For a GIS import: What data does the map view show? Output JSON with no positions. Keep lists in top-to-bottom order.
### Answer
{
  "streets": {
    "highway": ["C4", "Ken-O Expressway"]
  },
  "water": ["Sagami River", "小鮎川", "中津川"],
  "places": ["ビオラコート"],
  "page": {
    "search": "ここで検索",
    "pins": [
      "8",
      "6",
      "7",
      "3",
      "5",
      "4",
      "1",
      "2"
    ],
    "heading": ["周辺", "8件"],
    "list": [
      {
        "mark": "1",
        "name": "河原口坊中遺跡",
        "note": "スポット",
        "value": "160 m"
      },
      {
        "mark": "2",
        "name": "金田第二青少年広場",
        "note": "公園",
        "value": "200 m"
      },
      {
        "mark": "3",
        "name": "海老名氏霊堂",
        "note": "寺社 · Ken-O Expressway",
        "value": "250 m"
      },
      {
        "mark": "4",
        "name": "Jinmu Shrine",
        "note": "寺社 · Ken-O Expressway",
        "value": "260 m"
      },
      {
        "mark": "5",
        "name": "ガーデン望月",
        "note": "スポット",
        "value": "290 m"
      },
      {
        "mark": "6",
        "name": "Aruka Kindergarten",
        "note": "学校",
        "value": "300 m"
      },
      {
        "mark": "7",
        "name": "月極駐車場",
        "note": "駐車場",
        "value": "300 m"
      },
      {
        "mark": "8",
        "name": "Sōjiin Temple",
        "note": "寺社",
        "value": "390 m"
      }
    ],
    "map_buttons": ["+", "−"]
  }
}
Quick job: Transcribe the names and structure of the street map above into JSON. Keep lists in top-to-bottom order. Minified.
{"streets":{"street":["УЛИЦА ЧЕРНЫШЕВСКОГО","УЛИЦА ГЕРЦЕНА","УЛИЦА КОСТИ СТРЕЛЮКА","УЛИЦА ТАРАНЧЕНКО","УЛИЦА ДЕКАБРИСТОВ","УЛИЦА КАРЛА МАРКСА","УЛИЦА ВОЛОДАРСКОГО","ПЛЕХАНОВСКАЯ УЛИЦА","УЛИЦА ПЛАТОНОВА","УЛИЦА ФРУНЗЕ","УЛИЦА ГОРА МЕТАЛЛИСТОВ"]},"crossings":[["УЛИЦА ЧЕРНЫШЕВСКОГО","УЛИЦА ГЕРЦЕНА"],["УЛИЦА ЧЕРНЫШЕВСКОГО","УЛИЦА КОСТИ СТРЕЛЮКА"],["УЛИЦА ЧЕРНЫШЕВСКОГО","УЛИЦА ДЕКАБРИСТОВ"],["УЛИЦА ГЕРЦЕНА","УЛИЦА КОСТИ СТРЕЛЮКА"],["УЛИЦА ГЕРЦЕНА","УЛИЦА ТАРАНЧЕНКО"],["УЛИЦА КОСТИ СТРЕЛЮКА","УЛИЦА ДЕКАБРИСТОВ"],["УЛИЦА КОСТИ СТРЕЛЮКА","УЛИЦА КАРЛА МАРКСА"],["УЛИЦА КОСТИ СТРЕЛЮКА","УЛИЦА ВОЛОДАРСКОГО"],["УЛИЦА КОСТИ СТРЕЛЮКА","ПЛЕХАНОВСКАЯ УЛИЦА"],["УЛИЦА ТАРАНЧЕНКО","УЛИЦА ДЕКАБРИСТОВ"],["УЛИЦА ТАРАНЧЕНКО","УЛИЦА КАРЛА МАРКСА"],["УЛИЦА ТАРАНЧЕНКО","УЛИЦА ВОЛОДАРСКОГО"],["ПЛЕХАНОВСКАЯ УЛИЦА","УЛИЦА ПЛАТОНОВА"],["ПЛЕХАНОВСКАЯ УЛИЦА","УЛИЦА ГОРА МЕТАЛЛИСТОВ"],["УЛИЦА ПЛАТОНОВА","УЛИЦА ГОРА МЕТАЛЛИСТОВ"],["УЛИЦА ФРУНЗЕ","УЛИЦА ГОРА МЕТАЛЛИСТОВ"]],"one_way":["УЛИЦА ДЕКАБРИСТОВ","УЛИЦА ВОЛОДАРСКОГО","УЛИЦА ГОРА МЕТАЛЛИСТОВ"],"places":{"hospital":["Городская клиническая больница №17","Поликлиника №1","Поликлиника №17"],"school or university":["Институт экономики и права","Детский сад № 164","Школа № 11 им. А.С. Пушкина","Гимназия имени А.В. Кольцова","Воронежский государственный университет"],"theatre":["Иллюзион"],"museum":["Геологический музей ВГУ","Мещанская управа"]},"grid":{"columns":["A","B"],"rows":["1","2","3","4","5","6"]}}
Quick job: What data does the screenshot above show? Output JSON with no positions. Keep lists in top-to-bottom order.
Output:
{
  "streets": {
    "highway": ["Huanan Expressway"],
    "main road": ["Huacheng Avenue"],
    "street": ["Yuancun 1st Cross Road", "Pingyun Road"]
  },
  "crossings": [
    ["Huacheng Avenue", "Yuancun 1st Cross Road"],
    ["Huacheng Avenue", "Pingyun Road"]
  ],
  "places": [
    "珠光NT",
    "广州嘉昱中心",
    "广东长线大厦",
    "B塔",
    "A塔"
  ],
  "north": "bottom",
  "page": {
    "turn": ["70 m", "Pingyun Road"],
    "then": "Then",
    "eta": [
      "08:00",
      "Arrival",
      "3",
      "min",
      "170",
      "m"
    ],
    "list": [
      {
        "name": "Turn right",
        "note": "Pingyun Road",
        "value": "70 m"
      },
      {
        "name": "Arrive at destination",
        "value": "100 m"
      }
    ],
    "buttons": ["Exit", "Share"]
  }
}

________________

WHAT TO DO:
Would you please give all of the entries above once more, exactly as they are?

SOLUTION TO THIS TASK:
For a GIS import: What data does the map view show? Output JSON with no positions. Keep lists in top-to-bottom order.
### Answer
{
  "streets": {
    "highway": ["C4", "Ken-O Expressway"]
  },
  "water": ["Sagami River", "小鮎川", "中津川"],
  "places": ["ビオラコート"],
  "page": {
    "search": "ここで検索",
    "pins": [
      "8",
      "6",
      "7",
      "3",
      "5",
      "4",
      "1",
      "2"
    ],
    "heading": ["周辺", "8件"],
    "list": [
      {
        "mark": "1",
        "name": "河原口坊中遺跡",
        "note": "スポット",
        "value": "160 m"
      },
      {
        "mark": "2",
        "name": "金田第二青少年広場",
        "note": "公園",
        "value": "200 m"
      },
      {
        "mark": "3",
        "name": "海老名氏霊堂",
        "note": "寺社 · Ken-O Expressway",
        "value": "250 m"
      },
      {
        "mark": "4",
        "name": "Jinmu Shrine",
        "note": "寺社 · Ken-O Expressway",
        "value": "260 m"
      },
      {
        "mark": "5",
        "name": "ガーデン望月",
        "note": "スポット",
        "value": "290 m"
      },
      {
        "mark": "6",
        "name": "Aruka Kindergarten",
        "note": "学校",
        "value": "300 m"
      },
      {
        "mark": "7",
        "name": "月極駐車場",
        "note": "駐車場",
        "value": "300 m"
      },
      {
        "mark": "8",
        "name": "Sōjiin Temple",
        "note": "寺社",
        "value": "390 m"
      }
    ],
    "map_buttons": ["+", "−"]
  }
}
Quick job: Transcribe the names and structure of the street map above into JSON. Keep lists in top-to-bottom order. Minified.
{"streets":{"street":["УЛИЦА ЧЕРНЫШЕВСКОГО","УЛИЦА ГЕРЦЕНА","УЛИЦА КОСТИ СТРЕЛЮКА","УЛИЦА ТАРАНЧЕНКО","УЛИЦА ДЕКАБРИСТОВ","УЛИЦА КАРЛА МАРКСА","УЛИЦА ВОЛОДАРСКОГО","ПЛЕХАНОВСКАЯ УЛИЦА","УЛИЦА ПЛАТОНОВА","УЛИЦА ФРУНЗЕ","УЛИЦА ГОРА МЕТАЛЛИСТОВ"]},"crossings":[["УЛИЦА ЧЕРНЫШЕВСКОГО","УЛИЦА ГЕРЦЕНА"],["УЛИЦА ЧЕРНЫШЕВСКОГО","УЛИЦА КОСТИ СТРЕЛЮКА"],["УЛИЦА ЧЕРНЫШЕВСКОГО","УЛИЦА ДЕКАБРИСТОВ"],["УЛИЦА ГЕРЦЕНА","УЛИЦА КОСТИ СТРЕЛЮКА"],["УЛИЦА ГЕРЦЕНА","УЛИЦА ТАРАНЧЕНКО"],["УЛИЦА КОСТИ СТРЕЛЮКА","УЛИЦА ДЕКАБРИСТОВ"],["УЛИЦА КОСТИ СТРЕЛЮКА","УЛИЦА КАРЛА МАРКСА"],["УЛИЦА КОСТИ СТРЕЛЮКА","УЛИЦА ВОЛОДАРСКОГО"],["УЛИЦА КОСТИ СТРЕЛЮКА","ПЛЕХАНОВСКАЯ УЛИЦА"],["УЛИЦА ТАРАНЧЕНКО","УЛИЦА ДЕКАБРИСТОВ"],["УЛИЦА ТАРАНЧЕНКО","УЛИЦА КАРЛА МАРКСА"],["УЛИЦА ТАРАНЧЕНКО","УЛИЦА ВОЛОДАРСКОГО"],["ПЛЕХАНОВСКАЯ УЛИЦА","УЛИЦА ПЛАТОНОВА"],["ПЛЕХАНОВСКАЯ УЛИЦА","УЛИЦА ГОРА МЕТАЛЛИСТОВ"],["УЛИЦА ПЛАТОНОВА","УЛИЦА ГОРА МЕТАЛЛИСТОВ"],["УЛИЦА ФРУНЗЕ","УЛИЦА ГОРА МЕТАЛЛИСТОВ"]],"one_way":["УЛИЦА ДЕКАБРИСТОВ","УЛИЦА ВОЛОДАРСКОГО","УЛИЦА ГОРА МЕТАЛЛИСТОВ"],"places":{"hospital":["Городская клиническая больница №17","Поликлиника №1","Поликлиника №17"],"school or university":["Институт экономики и права","Детский сад № 164","Школа № 11 им. А.С. Пушкина","Гимназия имени А.В. Кольцова","Воронежский государственный университет"],"theatre":["Иллюзион"],"museum":["Геологический музей ВГУ","Мещанская управа"]},"grid":{"columns":["A","B"],"rows":["1","2","3","4","5","6"]}}
Quick job: What data does the screenshot above show? Output JSON with no positions. Keep lists in top-to-bottom order.
Output:
{
  "streets": {
    "highway": ["Huanan Expressway"],
    "main road": ["Huacheng Avenue"],
    "street": ["Yuancun 1st Cross Road", "Pingyun Road"]
  },
  "crossings": [
    ["Huacheng Avenue", "Yuancun 1st Cross Road"],
    ["Huacheng Avenue", "Pingyun Road"]
  ],
  "places": [
    "珠光NT",
    "广州嘉昱中心",
    "广东长线大厦",
    "B塔",
    "A塔"
  ],
  "north": "bottom",
  "page": {
    "turn": ["70 m", "Pingyun Road"],
    "then": "Then",
    "eta": [
      "08:00",
      "Arrival",
      "3",
      "min",
      "170",
      "m"
    ],
    "list": [
      {
        "name": "Turn right",
        "note": "Pingyun Road",
        "value": "70 m"
      },
      {
        "name": "Arrive at destination",
        "value": "100 m"
      }
    ],
    "buttons": ["Exit", "Share"]
  }
}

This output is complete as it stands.